Now we'll backup the Zoneminder config for apache and edit a clean one:
mv /etc/apache2/conf-available/zoneminder.conf /etc/apache2/conf-available/zoneminder.conf.bak
nano /etc/apache2/conf-available/zoneminder.conf

Let's replace the content with this:

ScriptAlias /zm/cgi-bin "/usr/lib/zoneminder/cgi-bin"
<Directory "/usr/lib/zoneminder/cgi-bin">
    Options +ExecCGI -Multiviews +SymLinksIfOwnerMatch
     AllowOverride All
    Require all granted
</Directory>
Alias /zm/cache "/var/cache/zoneminder"
<Directory "/var/cache/zoneminder">
    Options -Indexes +FollowSymLinks
    AllowOverride None
    <IfModule mod_authz_core.c>`
        # Apache 2.4
        Require all granted
    </IfModule>
</Directory>
Alias /zm /usr/share/zoneminder/www
<Directory /usr/share/zoneminder/www>
 Options -Indexes +FollowSymLinks
 <IfModule mod_dir.c>
   DirectoryIndex index.php
 </IfModule>
</Directory>
<Directory "/usr/share/zoneminder/www/api">
  RewriteEngine on
  RewriteRule ^$ app/webroot/ [L]
  RewriteRule (.*) app/webroot/$1 [L]
  RewriteBase /zm/api
</Directory>
<Directory "/usr/share/zoneminder/www/api/app">
  RewriteEngine on
  RewriteRule ^$ webroot/ [L]
  RewriteRule (.*) webroot/$1 [L]
  RewriteBase /zm/api
</Directory>
<Directory "/usr/share/zoneminder/www/api/app/webroot">
   RewriteEngine On
   RewriteCond %{REQUEST_FILENAME} !-d
   RewriteCond %{REQUEST_FILENAME} !-f
   RewriteRule ^ index.php [L]
   RewriteBase /zm/api
<Directory>

Final bits:

Add the www-data user to the video group:
adduser www-data video

enable and start all the services:
systemctl enable mariadb apache2 zoneminder
systemctl restart mariadb apache2 zoneminder

Check out the UI!

Now head to https://yourhostname.example.org and you should see a login screen like this.
(Default login is admin/admin)
Screenshot_20241203_140643.png

Now click "Options" at the top, "Users" on the left, and click "admin*"
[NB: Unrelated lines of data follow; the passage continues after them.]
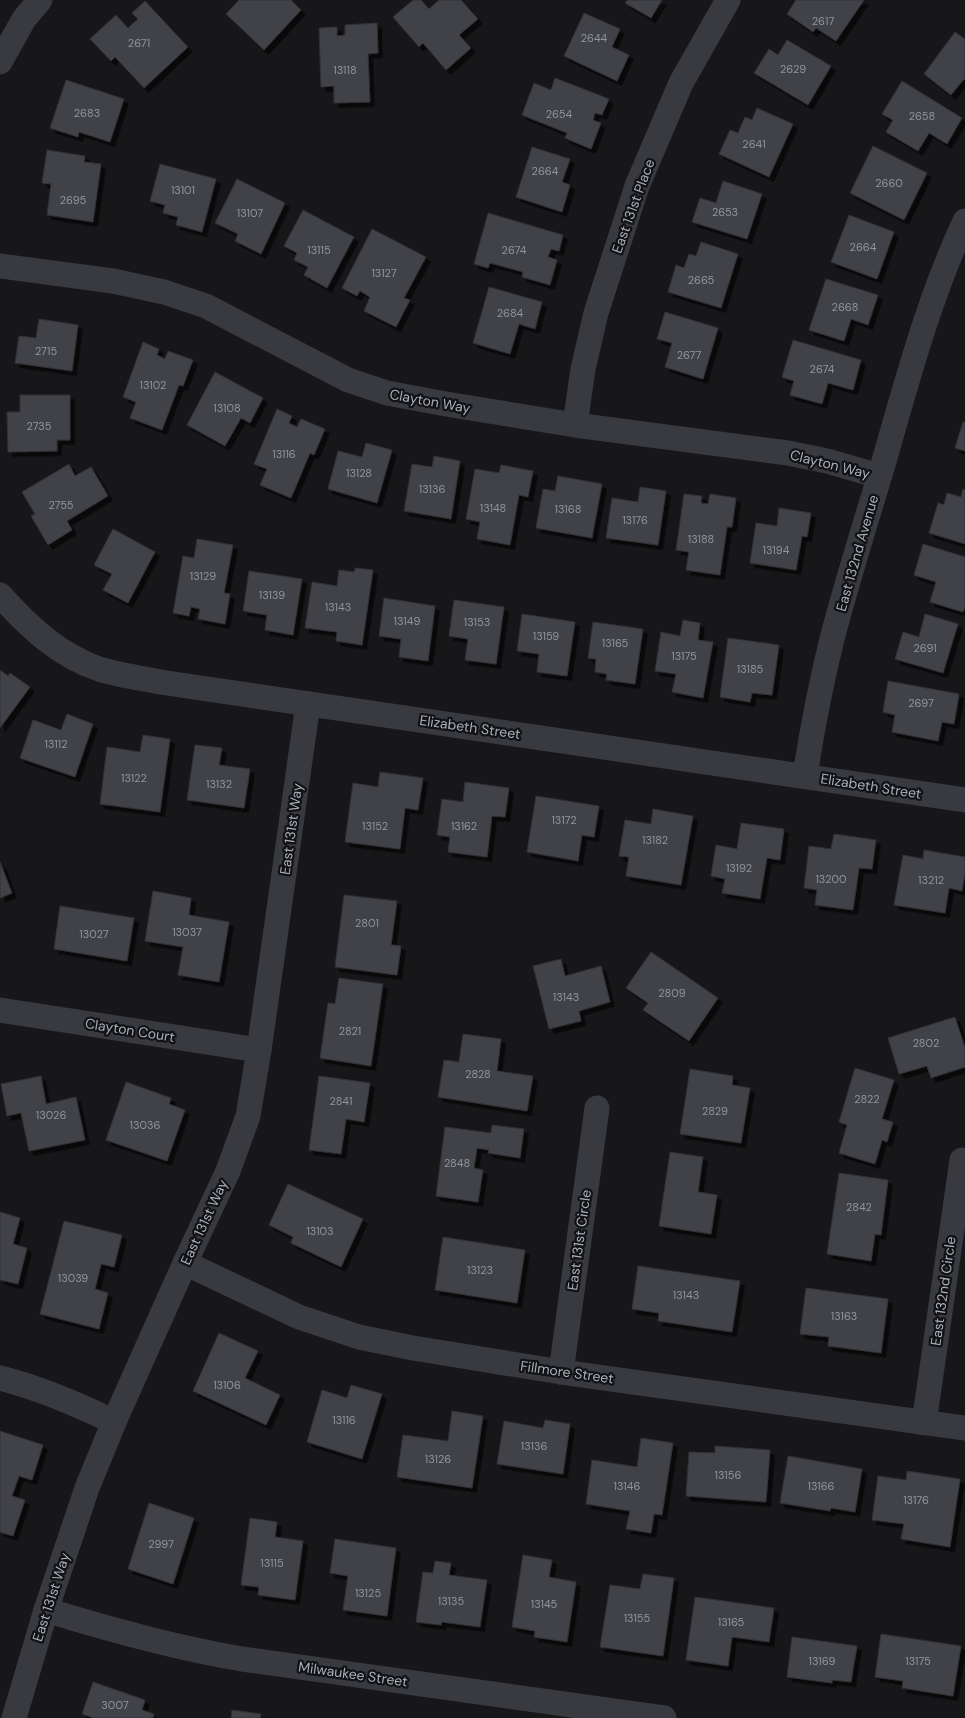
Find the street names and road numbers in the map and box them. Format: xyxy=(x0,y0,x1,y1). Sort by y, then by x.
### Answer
street label: East 131st Place xyxy=(608,156,658,256)
street label: Clayton Way xyxy=(388,385,472,417)
street label: Clayton Way xyxy=(788,445,872,483)
street label: East 132nd Avenue xyxy=(832,493,882,613)
street label: Elizabeth Street xyxy=(418,711,522,743)
street label: Elizabeth Street xyxy=(819,769,923,803)
street label: East 131st Way xyxy=(276,782,306,876)
street label: Clayton Court xyxy=(84,1014,176,1046)
street label: East 131st Way xyxy=(176,1176,232,1268)
street label: East 131st Circle xyxy=(563,1188,595,1292)
street label: East 132nd Circle xyxy=(926,1235,960,1347)
street label: Fillmore Street xyxy=(519,1357,615,1387)
street label: East 131st Way xyxy=(28,1550,74,1644)
street label: Milwaukee Street xyxy=(297,1657,409,1691)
Enter a new, longer, better password and click Save
Screenshot_20241203_141042.png

Now under Options > Network

  1. Set HTTP version to 1.1
  2. Turn up HTTP timeout (I have it set to 10000 which is probably overkill. May help with cameras failing to load.)
  3. Make sure MIN_STREAMING_PORT is set to 30000. This is the first port Zoneminder will use for a camera, each subsequent port gets +1. (Remember from our apache configs?)
  4. Hit Save.

Screenshot_20241203_141259.png

Under options > Storage, make sure to configure your storage to point at a mounted drive on your system where you want to store the footage. (You need to configure this on the Debian side of things.) This can be whatever you like really, as long as it is writable. We use a ZFS RAID. The rest of the settings you probably want to leave at default.
Screenshot_20241203_141738.png

Pop into Options > System and...

  1. Make sure OPT_USE_AUTH is checked
  2. Make sure AUTH_TYPE is builtin
  3. Make sure AUTH_RELAY is hashed
  4. Change the AUTH_HASH_SECRET to a really long random string
  5. Hit Save

e.png

Alrighty, assuming you set up the Debian side correctly, you should be in a really solid place. All that's left is to add cameras, and set up ZMNinja for viewing! That'll be for next time. Stay tuned.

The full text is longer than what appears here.